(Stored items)
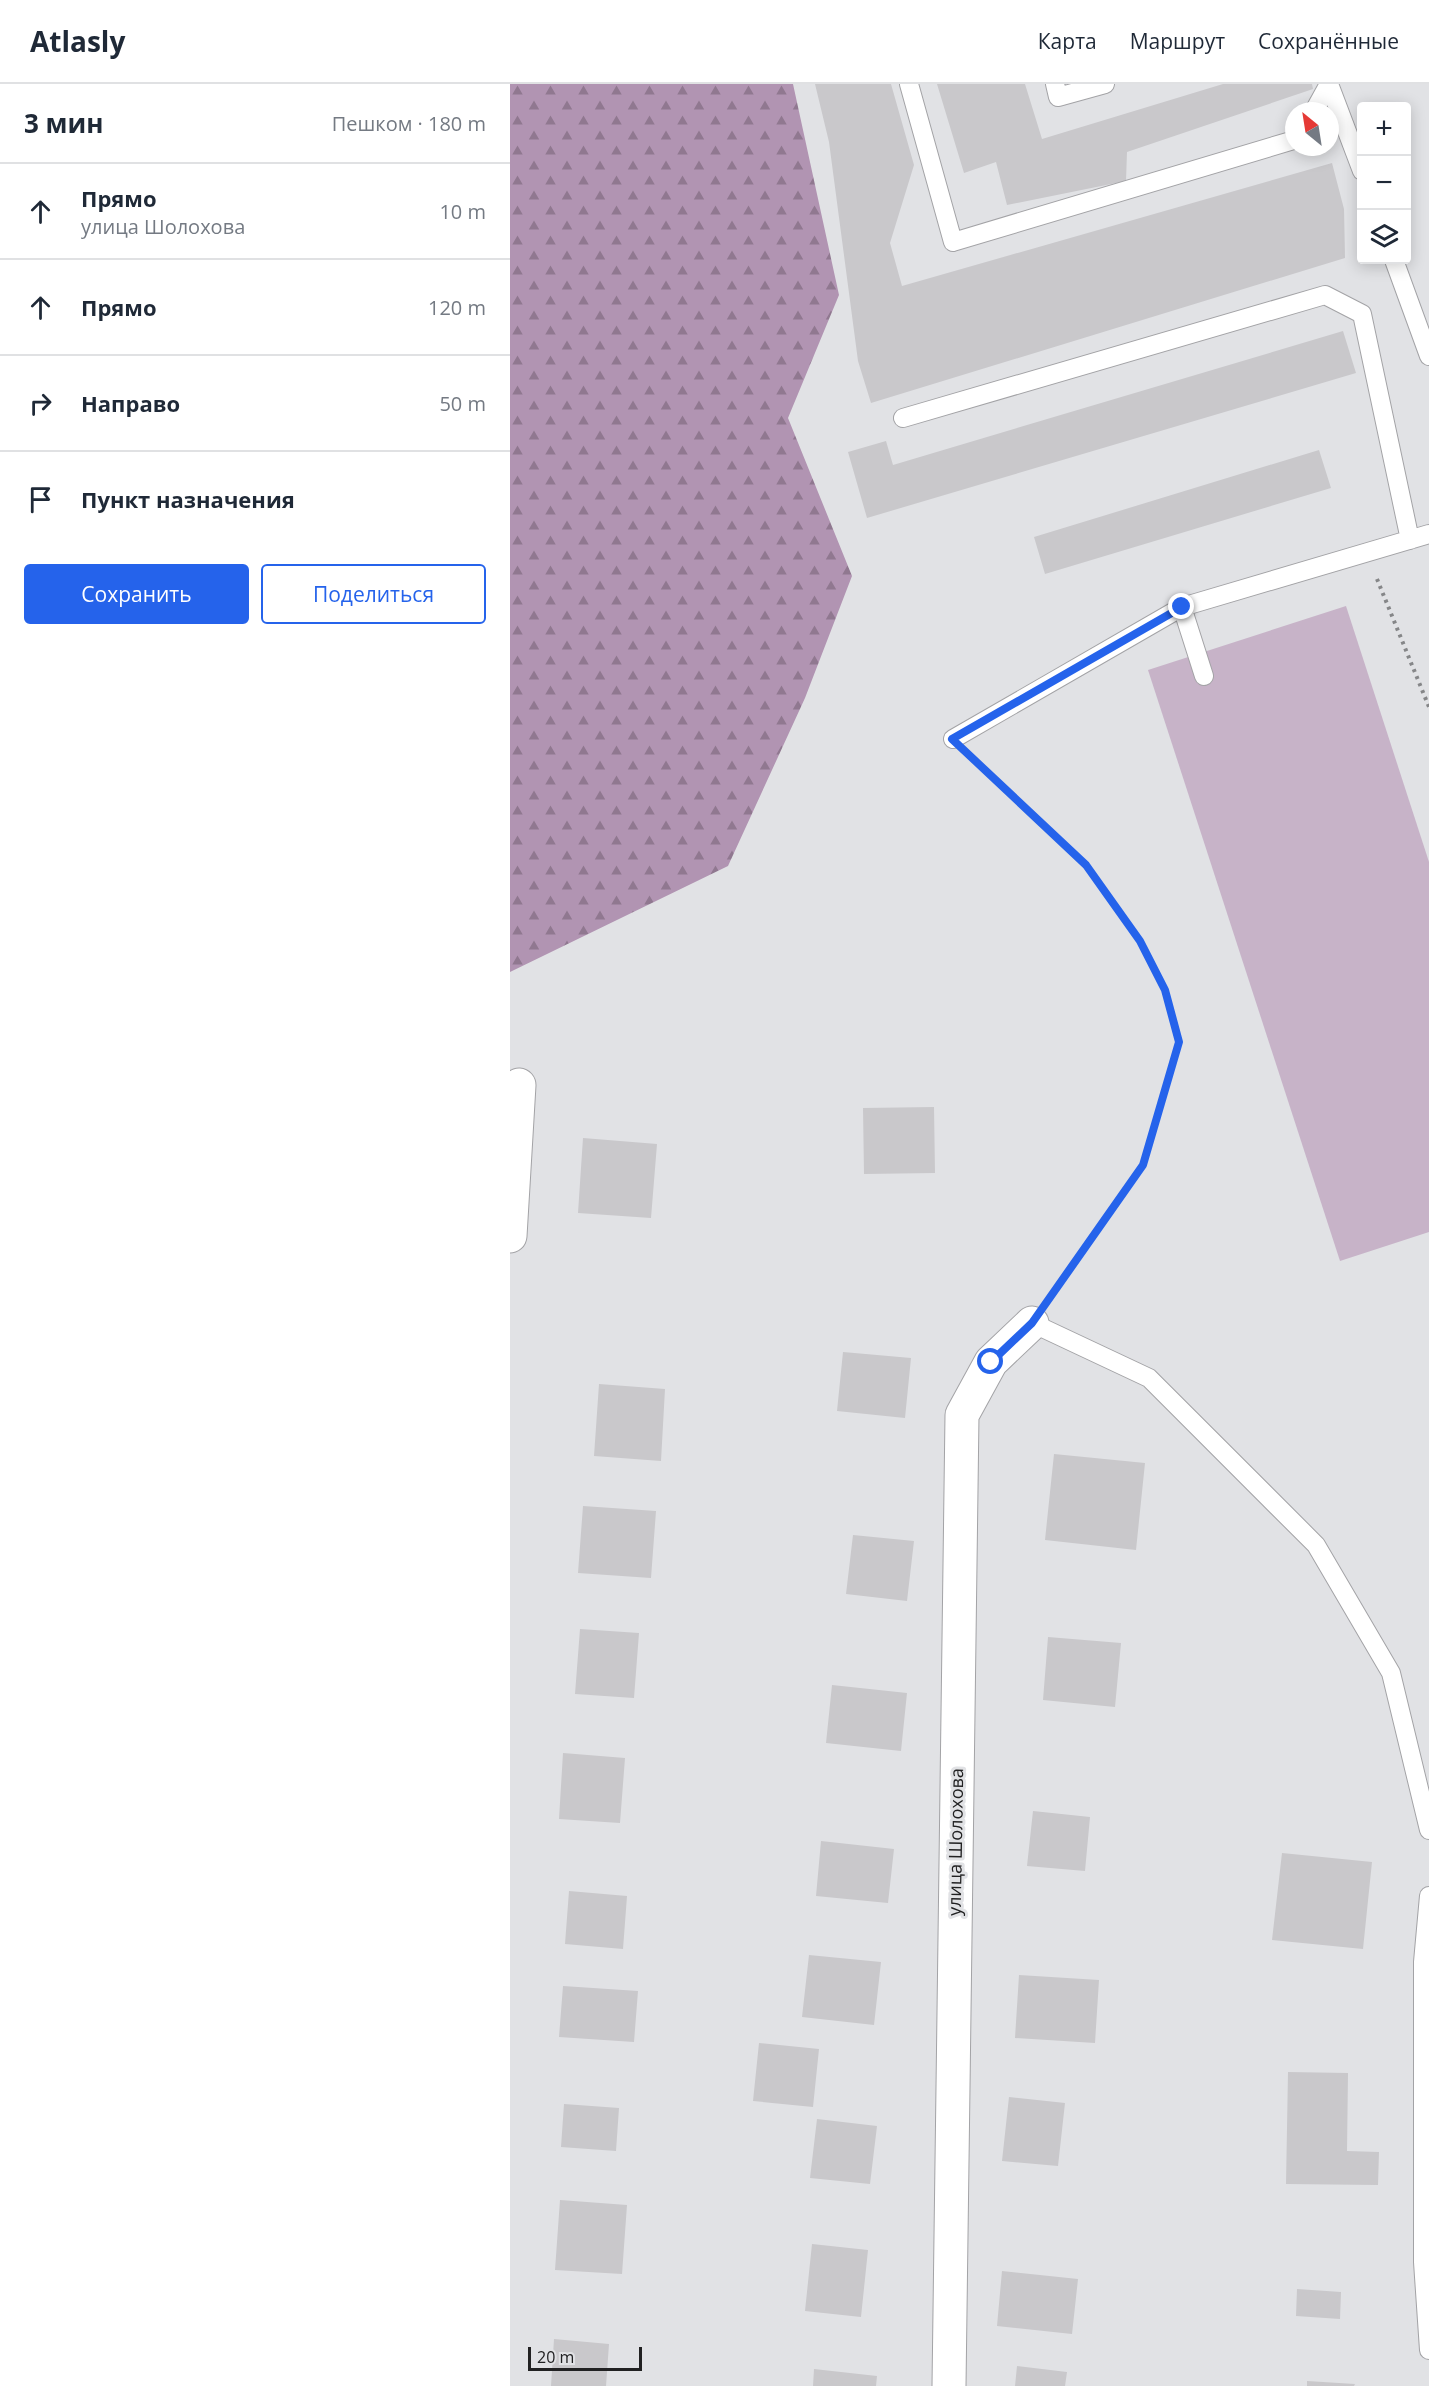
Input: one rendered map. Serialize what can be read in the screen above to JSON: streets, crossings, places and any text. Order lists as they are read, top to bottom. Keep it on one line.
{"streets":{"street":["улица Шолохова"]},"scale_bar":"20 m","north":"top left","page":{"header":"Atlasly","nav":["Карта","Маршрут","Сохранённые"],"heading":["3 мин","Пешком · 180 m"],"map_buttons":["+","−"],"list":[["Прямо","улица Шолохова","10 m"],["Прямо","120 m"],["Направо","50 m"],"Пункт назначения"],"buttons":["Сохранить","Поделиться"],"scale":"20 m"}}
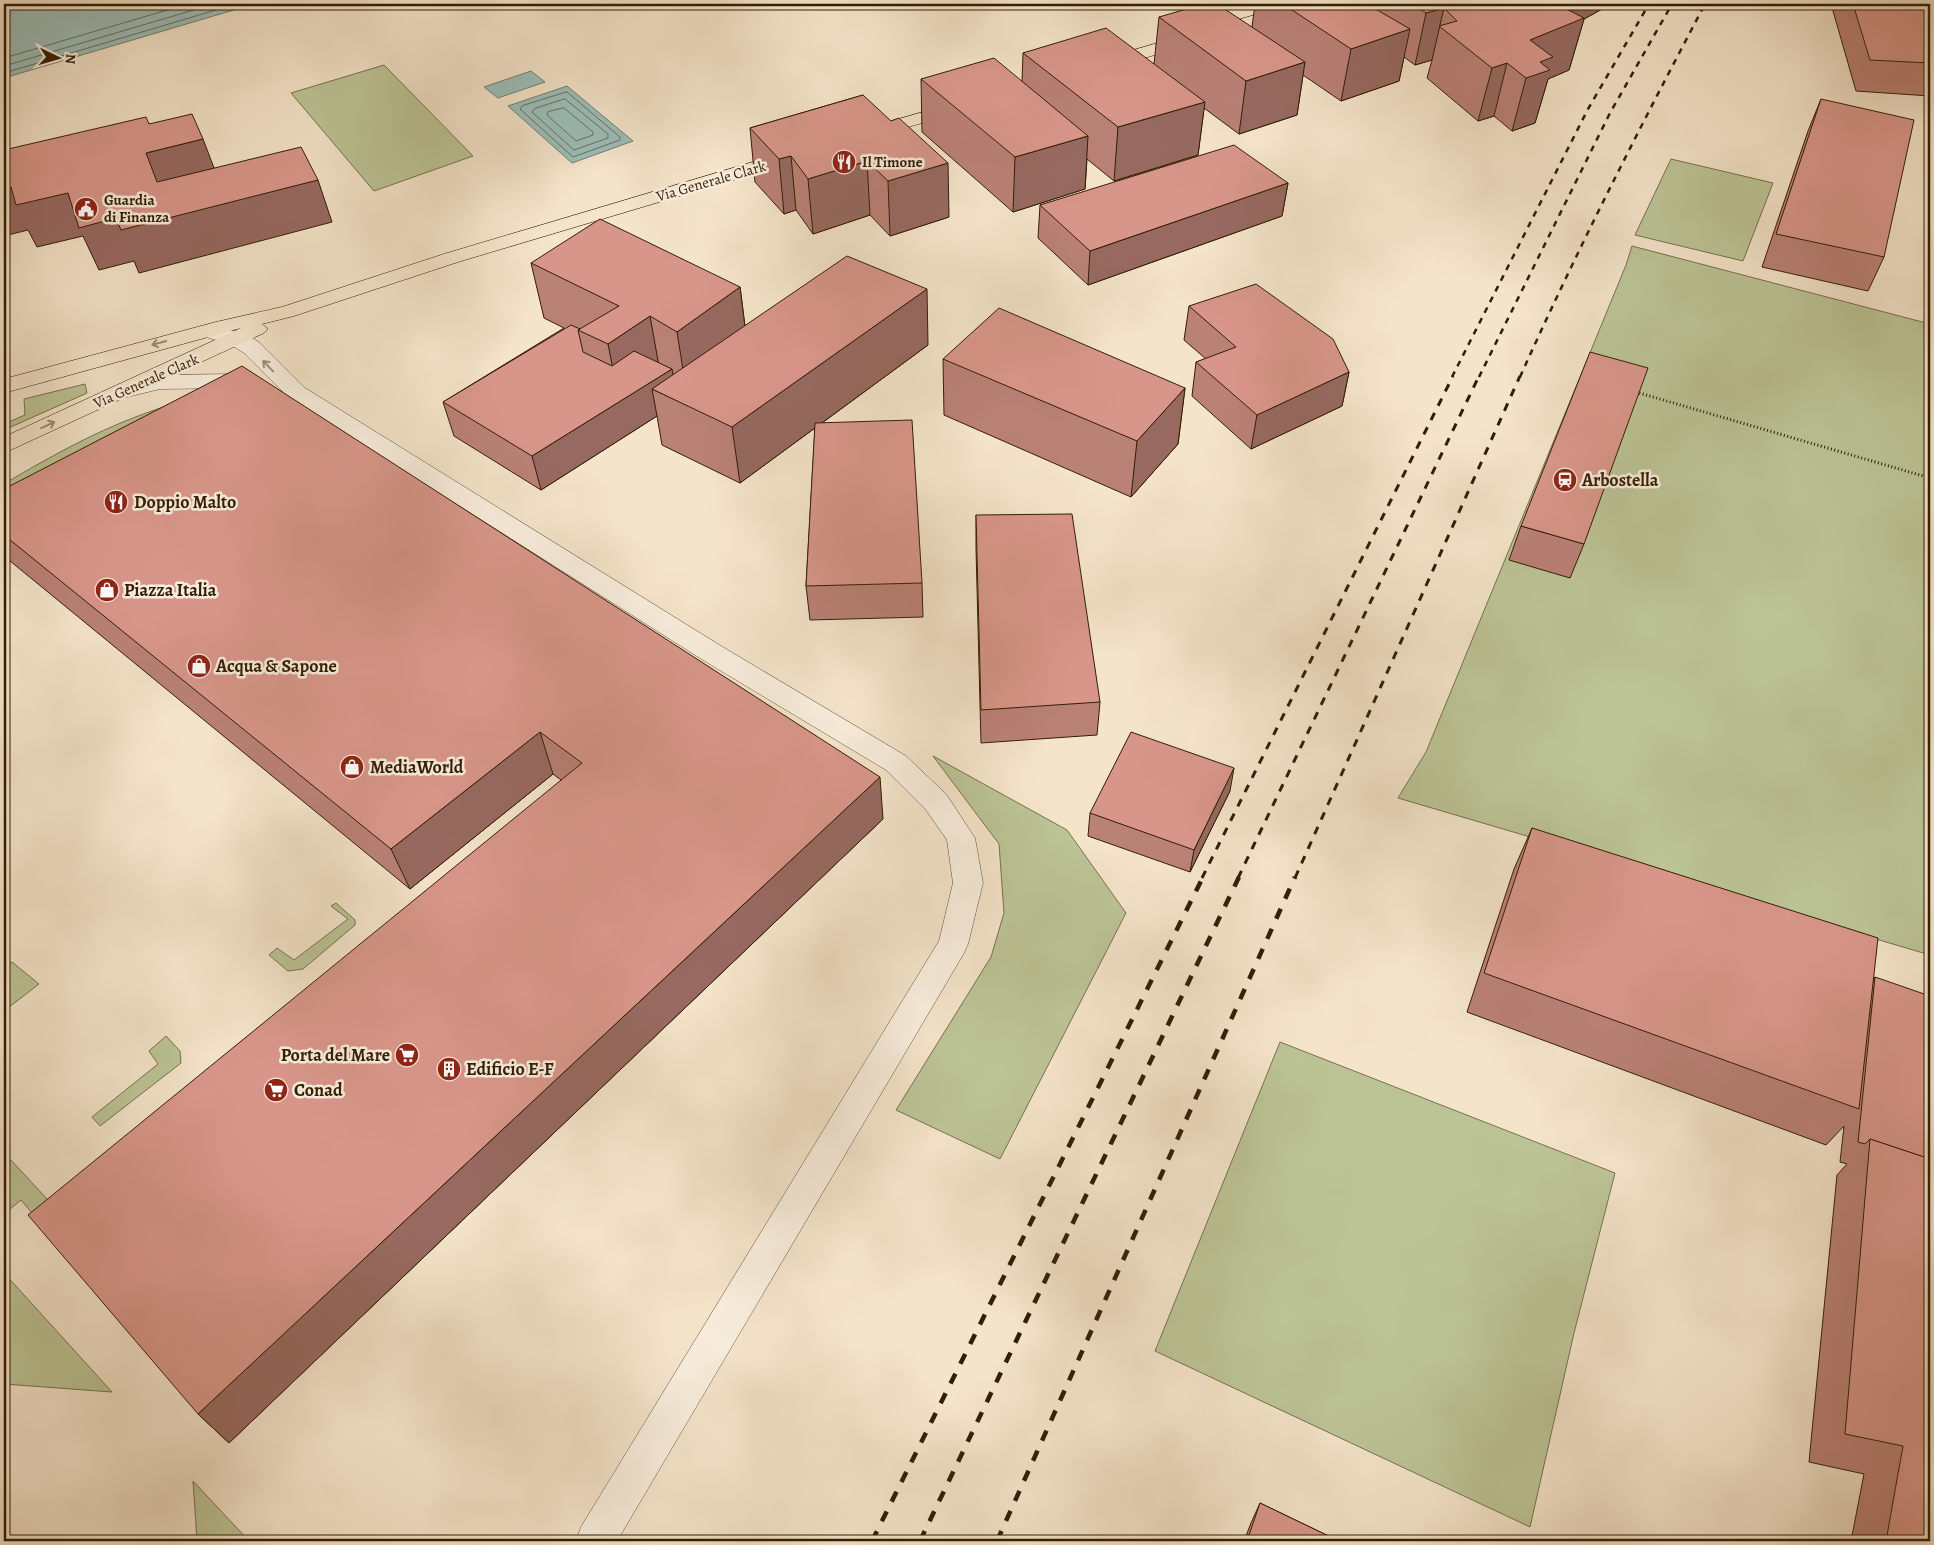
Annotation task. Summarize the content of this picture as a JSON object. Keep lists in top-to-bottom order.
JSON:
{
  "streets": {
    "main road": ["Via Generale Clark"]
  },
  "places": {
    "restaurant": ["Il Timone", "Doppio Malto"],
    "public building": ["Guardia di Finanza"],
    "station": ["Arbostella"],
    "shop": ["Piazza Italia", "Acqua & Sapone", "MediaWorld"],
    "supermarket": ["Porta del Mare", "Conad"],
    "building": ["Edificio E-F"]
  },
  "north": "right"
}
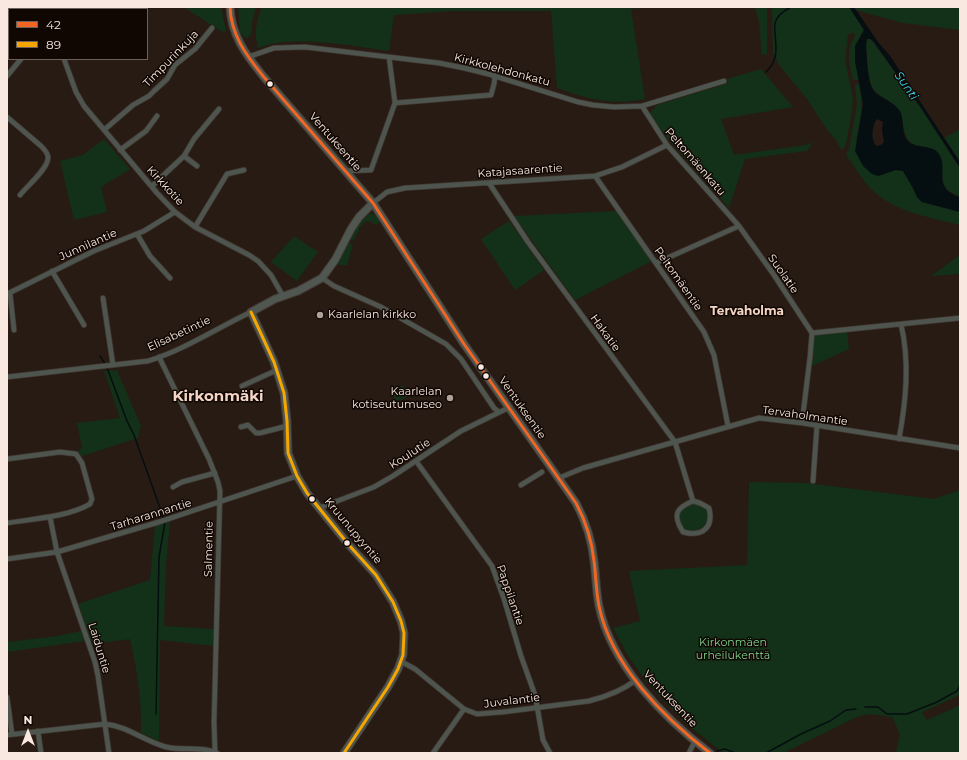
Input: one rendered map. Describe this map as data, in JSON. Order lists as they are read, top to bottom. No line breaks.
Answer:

Problem statement: Read the data above and pull out each line that holds the string "this".

Response to the task:
Annotation task. Summarize the content of this picture as a JSON object. Keep lists in top-to-bottom order.
Input: one rendered map. Describe this map as data, in JSON. Order lists as they are read, top to bottom. No line breaks.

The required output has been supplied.